Oração e vida
Dom Aloísio Alberto Dilli – Bispo de Santa Cruz do Sul
Continuaremos hoje nossa reflexão, iniciada na semana passada, a partir do evangelho do Bom samaritano (Lc 10, 25-37), quando Jesus ensina, através de comovente parábola, o mandamento do amor a Deus e ao próximo. No texto percebe-se que o sacerdote e o levita, estavam mais preocupados com as normas da Lei e do Templo (Jerusalém) ou ficaram indiferentes diante da desgraça dos outros. Jesus indica a atitude do samaritano como aquela que deve ser seguida, como gesto concreto de amor ao próximo. De repente, alguém poderia perguntar: – “Mas o que mesmo é mais importante, rezar (oração) ou ajudar pessoas na prática (vida); ir aos templos ou praticar as obras de misericórdia”? Ambas são importantes e necessárias, pois a oração (liturgia) conduz à caridade e a caridade necessita da oração. Uma oração sem caridade seria espiritualismo; e uma caridade sem oração tende a cair no ativismo. Não nos servem celebrantes como simples funcionários do sagrado, sem fé e unção em suas ações sagradas; nem cristãos com vivências de fé aparente, sem obras. Para S. Tiago a fé deve vir acompanhada pela prática das boas obras, pela caridade (Tg 2, 14-26). S. João Paulo II afirmava na passagem do milênio: “Se faltar a caridade, tudo será inútil… Nesta página, não menos do que o faz com a vertente da ortodoxia, a Igreja mede a sua fidelidade de Esposa de Cristo” (NMI 42 e 49). As obras traduzem a fé ou, como diz S. Paulo, é a fé que age pelo amor, ou ainda, a fé professada pela boca é acolhida no coração, traduz-se na vida (Gal 5, 5-6 e Rm 10, 9-10). Contribui para a compreensão desta relação mútua entre oração e obras de caridade o que nos afirma São Vicente de Paulo: “Quando se tem de deixar a oração para ir prestar assistência a um pobre em necessidade, na realidade a oração não é interrompida, porque ‘se deixa Deus para ir estar com Deus” (VC 82). Quando acentuamos nosso desejo de sermos Igreja samaritana, de opção preferencial pelos pobres, ajudam-nos na reflexão Bento XVI e o Documento de Aparecida: “Jesus Cristo é o rosto humano de Deus e o rosto divino do homem. Por isso, ‘a opção preferencial pelos pobres está implícita na fé cristológica naquele Deus que se fez pobre por nós, para nos enriquecer com sua pobreza’. Essa opção nasce de nossa fé em Jesus Cristo, o Deus feito homem, que se fez nosso irmão (cf. Hb 2, 11-12). Opção, no entanto, não exclusiva, nem excludente” (DAp 392 e cf. Discurso Inaugural 3).
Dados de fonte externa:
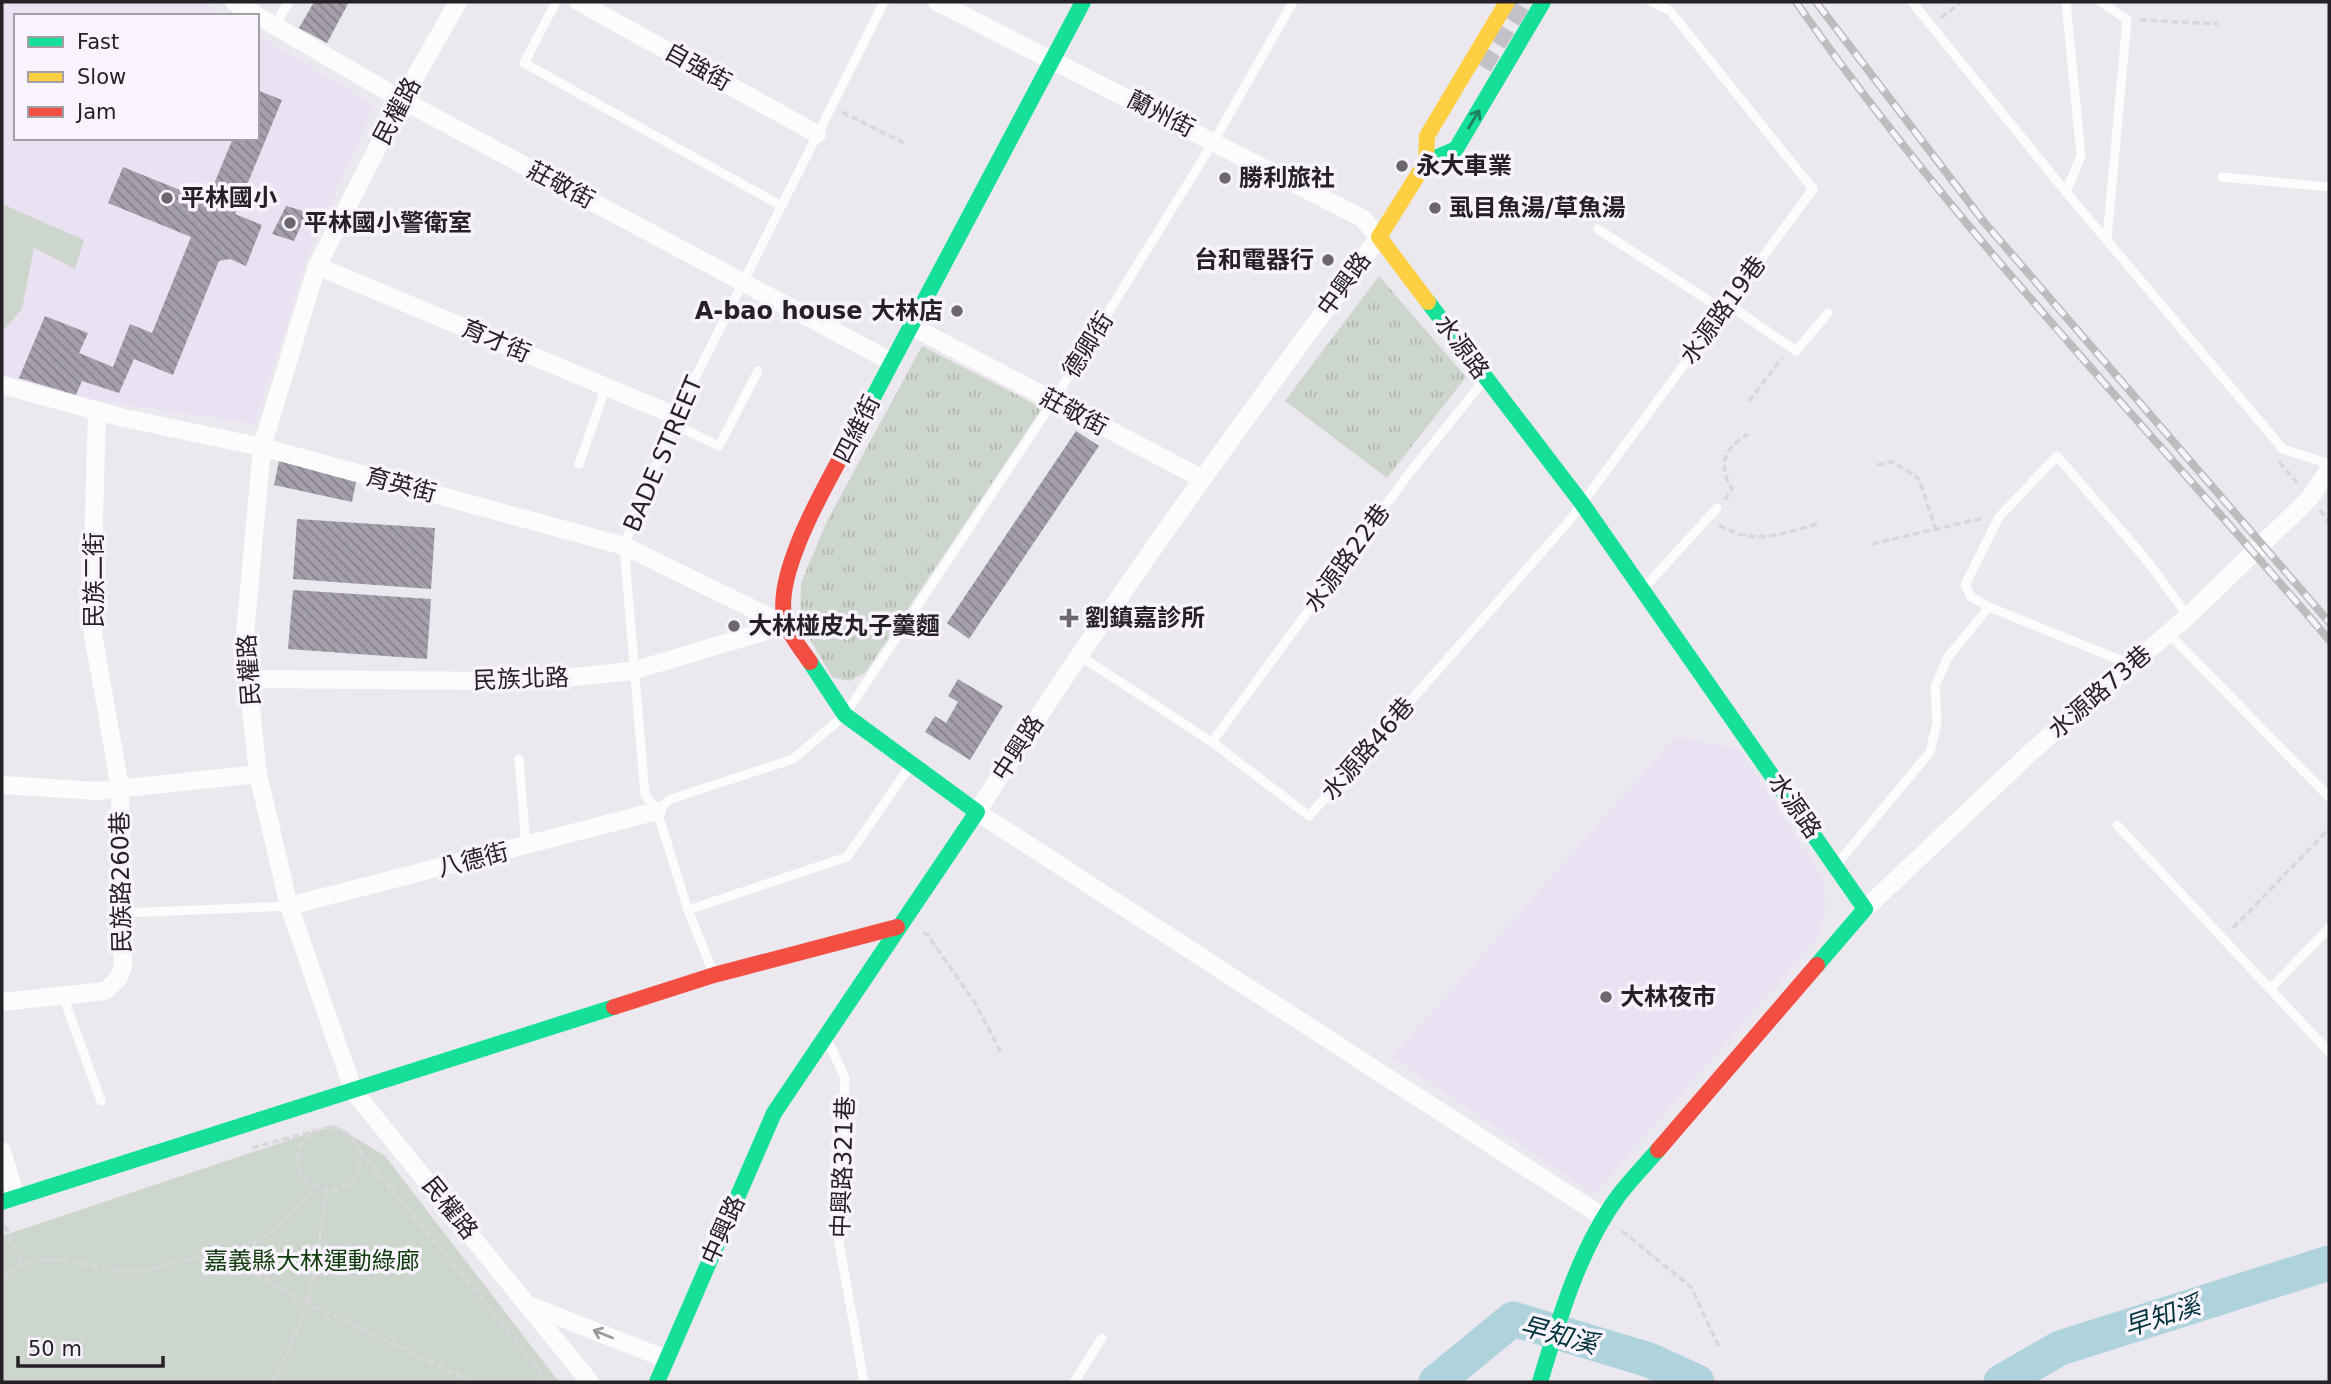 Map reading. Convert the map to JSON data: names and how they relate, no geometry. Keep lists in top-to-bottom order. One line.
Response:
{"streets":{"street":["自強街","民權路","蘭州街","莊敬街","中興路","育才街","水源路","四維街","育英街","民族二街","民族北路","水源路73巷","八德街","民族路260巷"],"lane":["水源路19巷","德卿街","BADE STREET","水源路22巷","水源路46巷","中興路321巷"]},"crossings":[["自強街","BADE STREET"],["民權路","莊敬街"],["民權路","中興路"],["民權路","育才街"],["民權路","育英街"],["民權路","民族北路"],["民權路","八德街"],["蘭州街","中興路"],["蘭州街","德卿街"],["蘭州街","水源路"],["蘭州街","四維街"],["莊敬街","中興路"],["莊敬街","德卿街"],["莊敬街","四維街"],["莊敬街","BADE STREET"],["中興路","水源路"],["中興路","四維街"],["中興路","水源路46巷"],["中興路","中興路321巷"],["水源路19巷","水源路"],["水源路19巷","水源路46巷"],["育才街","BADE STREET"],["德卿街","四維街"],["德卿街","BADE STREET"],["德卿街","八德街"],["水源路","水源路22巷"],["水源路","水源路73巷"],["水源路","水源路46巷"],["四維街","育英街"],["四維街","民族北路"],["BADE STREET","育英街"],["BADE STREET","民族北路"],["BADE STREET","八德街"],["育英街","民族二街"],["育英街","民族北路"],["水源路22巷","水源路46巷"],["民族二街","民族路260巷"]],"water":["早知溪"],"parks":["嘉義縣大林運動綠廊"],"places":{"other":["永大車業","勝利旅社","平林國小","虱目魚湯/草魚湯","平林國小警衛室","台和電器行","A-bao house 大林店","大林椪皮丸子羹麵","大林夜市"],"health":["劉鎮嘉診所"]},"legend":["Fast","Slow","Jam"],"scale_bar":"50 m"} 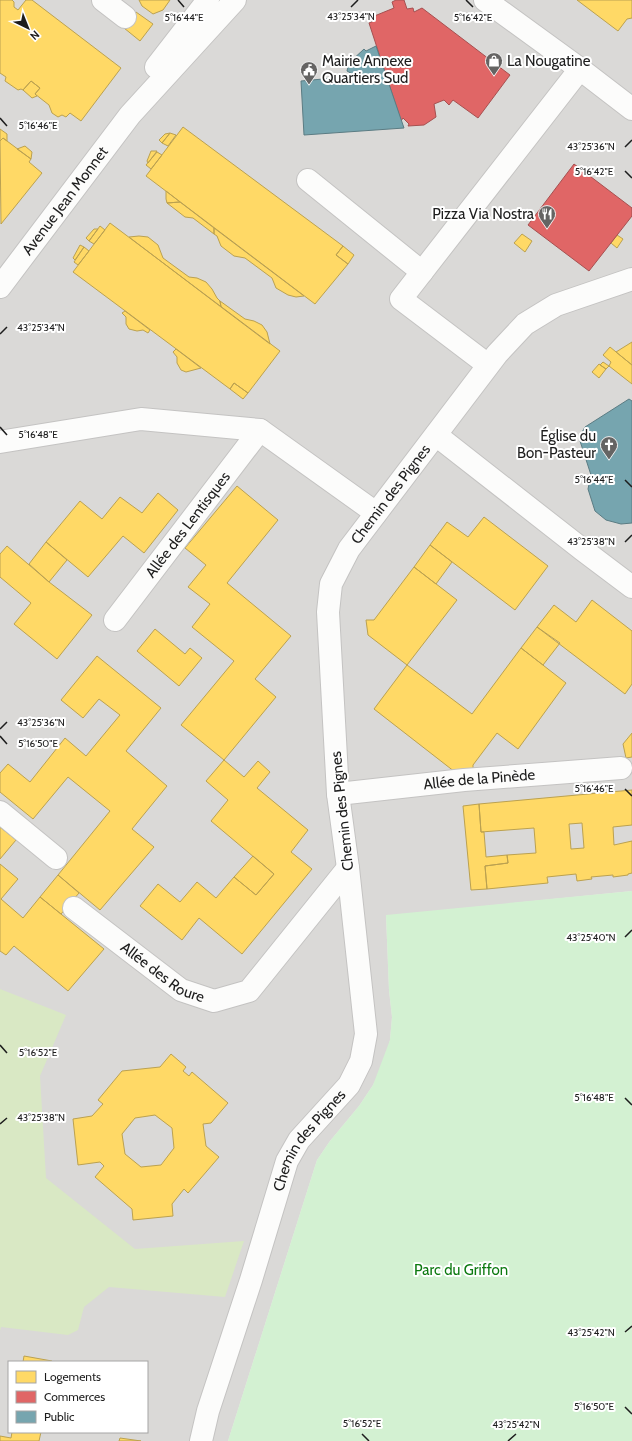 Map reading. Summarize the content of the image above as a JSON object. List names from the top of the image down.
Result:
{
  "streets": {
    "street": [
      "Avenue Jean Monnet",
      "Chemin des Pignes",
      "Allée des Lentisques",
      "Allée de la Pinède",
      "Allée des Roure"
    ]
  },
  "crossings": [
    ["Chemin des Pignes", "Allée de la Pinède"],
    ["Chemin des Pignes", "Allée des Roure"]
  ],
  "parks": ["Parc du Griffon"],
  "places": {
    "shop": ["La Nougatine"],
    "public building": ["Mairie Annexe Quartiers Sud"],
    "restaurant": ["Pizza Via Nostra"],
    "church": ["Église du Bon-Pasteur"]
  },
  "legend": ["Logements", "Commerces", "Public"],
  "north": "bottom right",
  "coordinates": [
    "43°25'34\"N",
    "5°16'44\"E",
    "5°16'42\"E",
    "5°16'46\"E",
    "43°25'36\"N",
    "5°16'48\"E",
    "43°25'38\"N",
    "5°16'50\"E",
    "43°25'40\"N",
    "5°16'52\"E",
    "43°25'42\"N"
  ]
}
Em consequência do que constatamos acima, as Diretrizes Gerais da CNBB usam a mesma linguagem: “Uma comunidade insensível às necessidades dos irmãos e à luta para vencer a injustiça é um contra-testemunho e celebra indignamente a própria liturgia. Não é comunidade missionária, empenhada na promoção da vida em plenitude que Jesus veio trazer” (DGAE 2008-2010, n. 178). Para concluir nossa reflexão, recorremos ainda a Santo Irineu (séc. II), que dizia: “Gloria Dei homo vivens” = “A glória de Deus é a vida digna da pessoa humana”. Ao dignificarmos a vida humana glorificamos a Deus; a tornamos mais à sua imagem e semelhança. As mesmas mãos erguidas em oração devem ser estendidas aos irmãos; e as mãos estendidas aos irmãos precisam da força do alto para sua perseverança. Ambas se integram e se completam mutuamente.